I recently learned that WASI 
(https://github.com/bytecodealliance/wasmtime/blob/main/docs/WASI-intro.md) 
supports filesystem abstractions directly for WASM code.

Is there an plan to integrate this into Go?

On Saturday, November 5, 2022 at 5:59:08 AM UTC-6 Konstantin Khomoutov 
wrote:

> On Fri, Nov 04, 2022 at 02:08:08PM -0700, 'Kevin Chowski' via golang-nuts 
> wrote:
>
> [...]
> > I am on a project which primarily ships a Go command line interface 
> (CLI), 
> > but we have aspirations of using the wasm compilation mode to also 
> > distribute a simple webapp version of it, while sharing most of the code.
> [...]
> > The next big hurdle is the fact that we cache things on disk 
> > for later reuse, so things are failing out-of-the-box any time we 
> attempt 
> > to touch the filesystem. Luckily, in our case, the fact that we are 
> > touching the filesystem is a bit incidental (its used as a cache for 
> making 
> > consecutive CLI invocations faster), and as long as the system was 
> > consistent for the lifetime of the main Go process things will work just 
> > fine.
> > 
> > We /could/ pass a filesystem object across the codebase, and maybe we 
> will 
> > one day we will anyway for some other reasons, but I'd rather not have 
> to 
> > do that just to get further with this webapp prototype: it's a lot of 
> > tedious plumbing, and there is a nontrivial amount of code to touch.
> > 
> > So instead I decided to try some global-mutable-at-startup variables for 
> > things like os.OpenFile, os.Remove, etc, that should be easy to cleanup 
> if 
> > we decide not to move forward with the prototype; but even then, there 
> are 
> > plenty of random things I have to do to get this to work.

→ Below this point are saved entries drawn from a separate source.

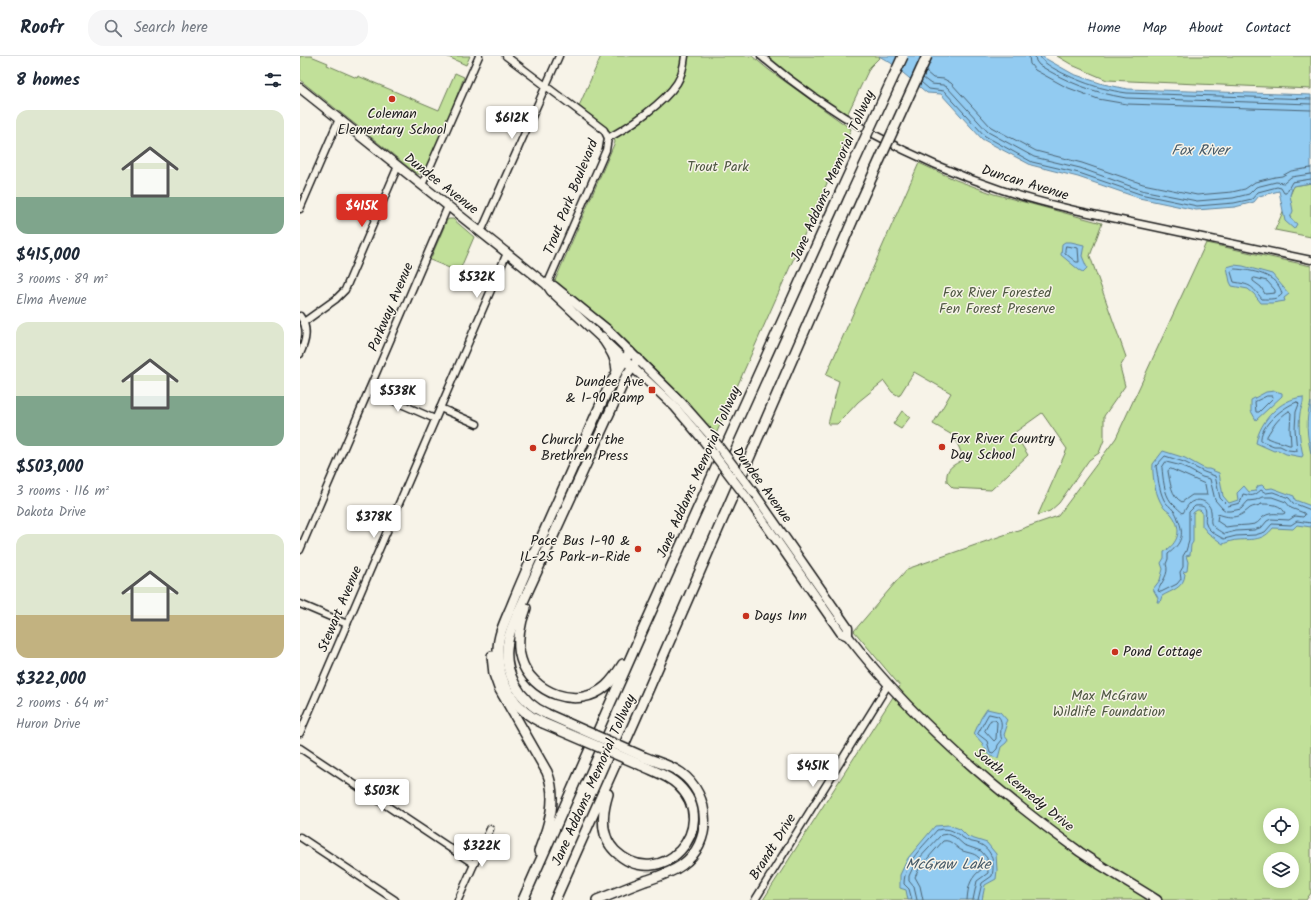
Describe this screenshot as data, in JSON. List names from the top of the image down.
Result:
{
  "streets": {
    "highway": ["Jane Addams Memorial Tollway"],
    "main road": ["Dundee Avenue", "South Kennedy Drive"],
    "street": [
      "Duncan Avenue",
      "Trout Park Boulevard",
      "Parkway Avenue",
      "Stewart Avenue",
      "Brandt Drive"
    ]
  },
  "crossings": [
    ["Dundee Avenue", "Trout Park Boulevard"],
    ["Dundee Avenue", "Parkway Avenue"],
    ["Dundee Avenue", "Stewart Avenue"],
    ["Dundee Avenue", "South Kennedy Drive"],
    ["Dundee Avenue", "Brandt Drive"],
    ["South Kennedy Drive", "Brandt Drive"]
  ],
  "water": ["Fox River", "McGraw Lake"],
  "parks": ["Trout Park", "Fox River Forested Fen Forest Preserve", "Max McGraw Wildlife Foundation"],
  "places": {
    "other": [
      "Coleman Elementary School",
      "Fox River Country Day School",
      "Church of the Brethren Press",
      "Pace Bus I-90 & IL-25 Park-n-Ride",
      "Days Inn",
      "Pond Cottage"
    ],
    "transit": ["Dundee Ave & I-90 Ramp"]
  },
  "page": {
    "header": "Roofr",
    "search": "Search here",
    "nav": [
      "Home",
      "Map",
      "About",
      "Contact"
    ],
    "heading": "8 homes",
    "list": [
      {
        "name": "$415,000",
        "note": "3 rooms · 89 m² · Elma Avenue"
      },
      {
        "name": "$503,000",
        "note": "3 rooms · 116 m² · Dakota Drive"
      },
      {
        "name": "$322,000",
        "note": "2 rooms · 64 m² · Huron Drive"
      }
    ],
    "price": [
      "$612K",
      "$415K",
      "$532K",
      "$538K",
      "$378K",
      "$451K",
      "$503K",
      "$322K"
    ]
  }
}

I've spent 
> about 
> > 2 hours on this direction so far and I keep hitting unexpected 
> roadblocks - 
> > thus this email seeking out a new strategy.
> > 
> > Are there any plans to automatically support filesystems on 
> wasm-compiled 
> > Go applications? Even an ephemeral, in-memory filesystem would basically 
> > solve all of my problems without having to change any code on my end, 
> which 
> > would be nice.
>
> I'm not a Go developer, but I'd say it is unlikely due to the combination 
> of
> these two facts:
>
> - The os package was implemented as a sort-of grab bag of many features
> one expects on a typical OS (hence the name). The fact the filesystem
> operations were implemented in that package directly and not elsewhere
> is the direct manifestation of that approach.

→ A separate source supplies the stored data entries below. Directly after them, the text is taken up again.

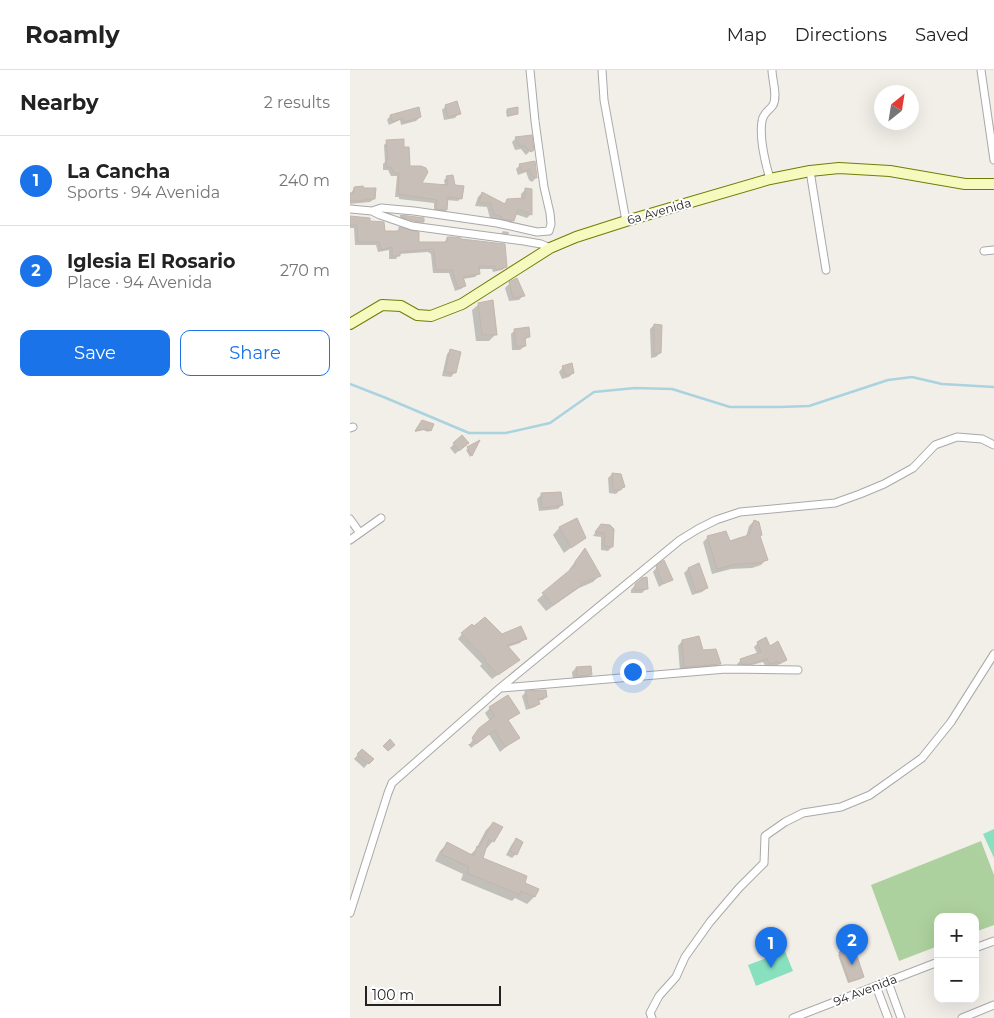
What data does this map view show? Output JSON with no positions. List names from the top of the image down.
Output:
{
  "streets": {
    "street": ["6a Avenida", "94 Avenida"]
  },
  "scale_bar": "100 m",
  "north": "top right",
  "page": {
    "header": "Roamly",
    "nav": ["Map", "Directions", "Saved"],
    "heading": ["Nearby", "2 results"],
    "list": [
      {
        "mark": "1",
        "name": "La Cancha",
        "note": "Sports · 94 Avenida",
        "value": "240 m"
      },
      {
        "mark": "2",
        "name": "Iglesia El Rosario",
        "note": "Place · 94 Avenida",
        "value": "270 m"
      }
    ],
    "buttons": ["Save", "Share"],
    "map_buttons": ["+", "−"],
    "pins": ["2", "1"],
    "scale": "100 m"
  }
}
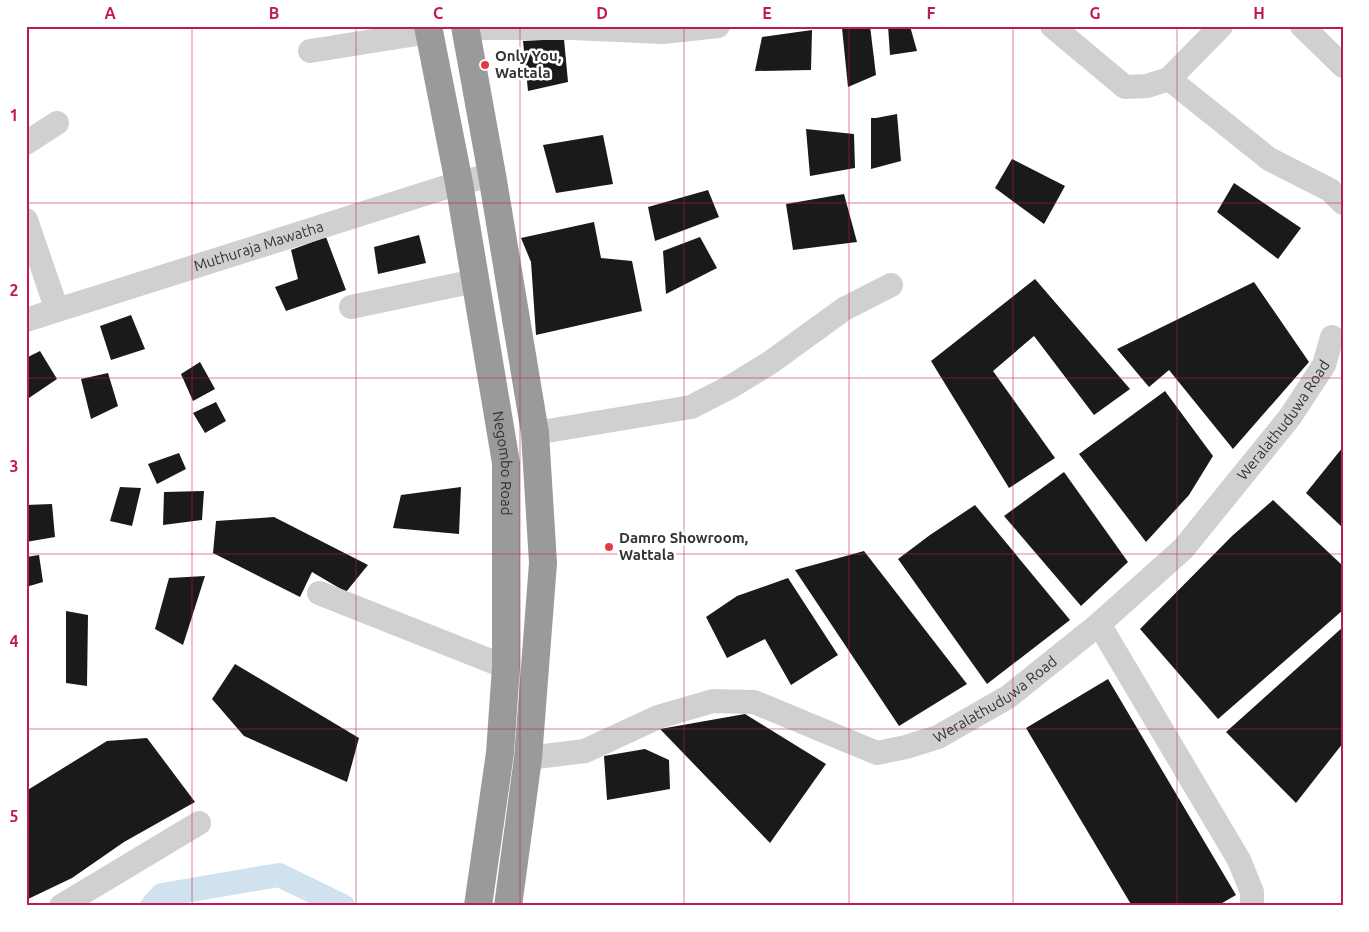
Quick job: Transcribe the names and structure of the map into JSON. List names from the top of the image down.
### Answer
{
  "streets": {
    "highway": ["Negombo Road"],
    "street": ["Muthuraja Mawatha", "Weralathuduwa Road"]
  },
  "crossings": [
    ["Muthuraja Mawatha", "Negombo Road"]
  ],
  "places": ["Only You, Wattala", "Damro Showroom, Wattala"],
  "grid": {
    "columns": [
      "A",
      "B",
      "C",
      "D",
      "E",
      "F",
      "G",
      "H"
    ],
    "rows": [
      "1",
      "2",
      "3",
      "4",
      "5"
    ]
  }
}
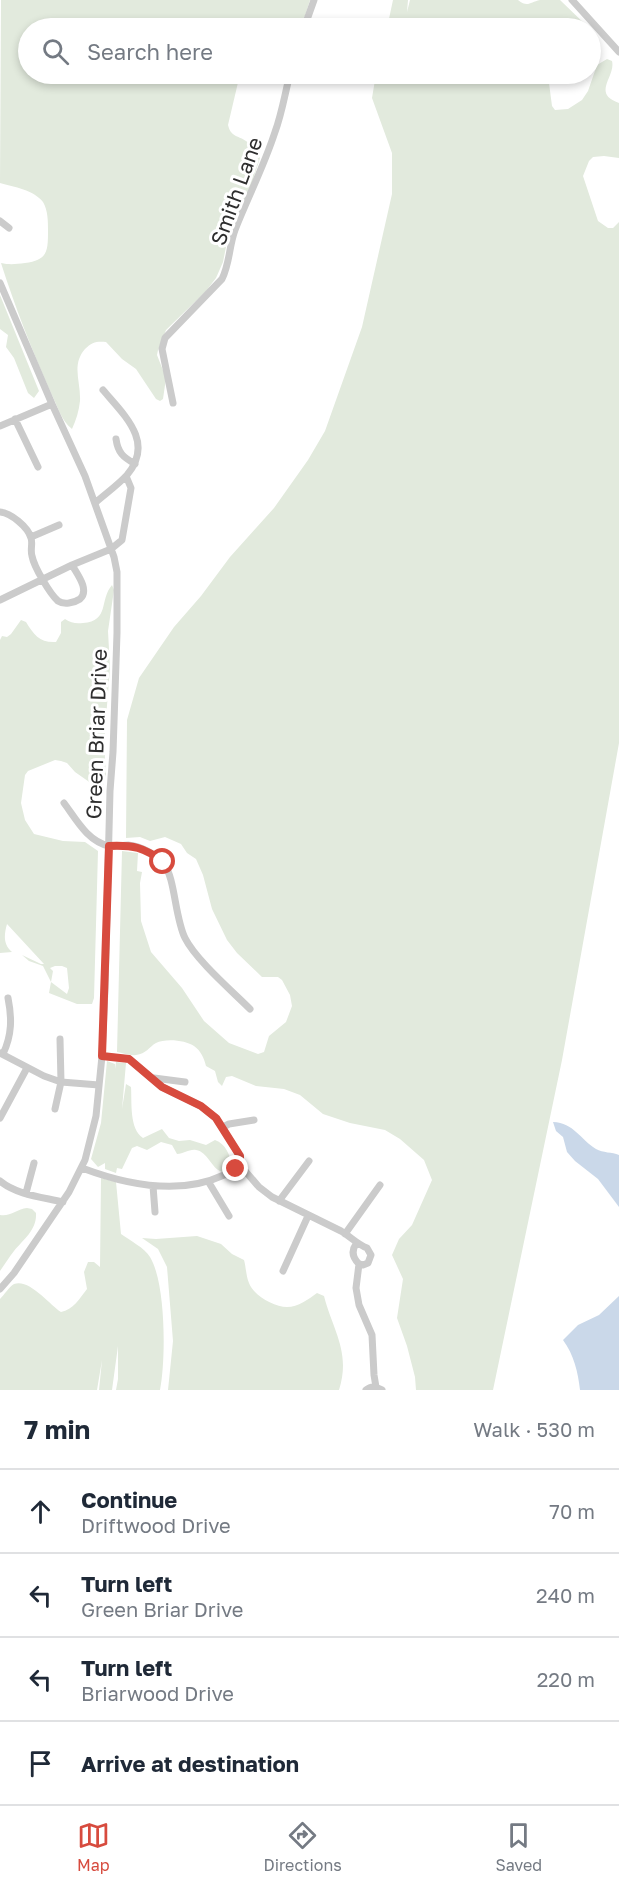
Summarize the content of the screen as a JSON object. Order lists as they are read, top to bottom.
{
  "streets": {
    "street": ["Smith Lane", "Green Briar Drive"]
  },
  "page": {
    "search": "Search here",
    "heading": ["7 min", "Walk · 530 m"],
    "list": [
      ["Continue", "Driftwood Drive", "70 m"],
      ["Turn left", "Green Briar Drive", "240 m"],
      ["Turn left", "Briarwood Drive", "220 m"],
      "Arrive at destination"
    ],
    "nav": ["Map", "Directions", "Saved"]
  }
}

> An environment in which WASM runs in a browser is too different from that
> provided by a typical OS, so I cannot see how one could sensibly implement
> in GOOS=js.
>
> - Even if some sort of FS emulation were to be implemented for GOOS=js,
> the question is: which one exactly? Keeping stuff in memory in just one
> way of doing things. While I'm not a web developer, I know of at least
> session storage and local storage which provide for two levels of
> persistence beyond keeping stuff in memory. Which one to pick for
> implementing stuff from the os package?
>
> > In lieu of that, does anyone have any tips about how I could go about 
> doing 
> > this in a better way?
>
> If you need a hard-and-fast solution, I'd propose you're trying to abstract
> your stuff away on a wrong level. I think it would be cleaner to factor out
> your persistence code into a set of functions "store this stuff" and "load
> that stuff"; the default implementations would call out to the os package, 
> and
> the wasm implementation would use either approach you select: keeping 
> things
> in memory, using local storage etc.
>
> I mean, trying to implement and pass around through the whole codebase
> something like a "filesystem accessor" switchable at runtime is only worth 
> it
> if your code makes heavy use of the filesystem in nontrivial way. I'd say 
> that
> it's better to abstract away high-level store/load operations.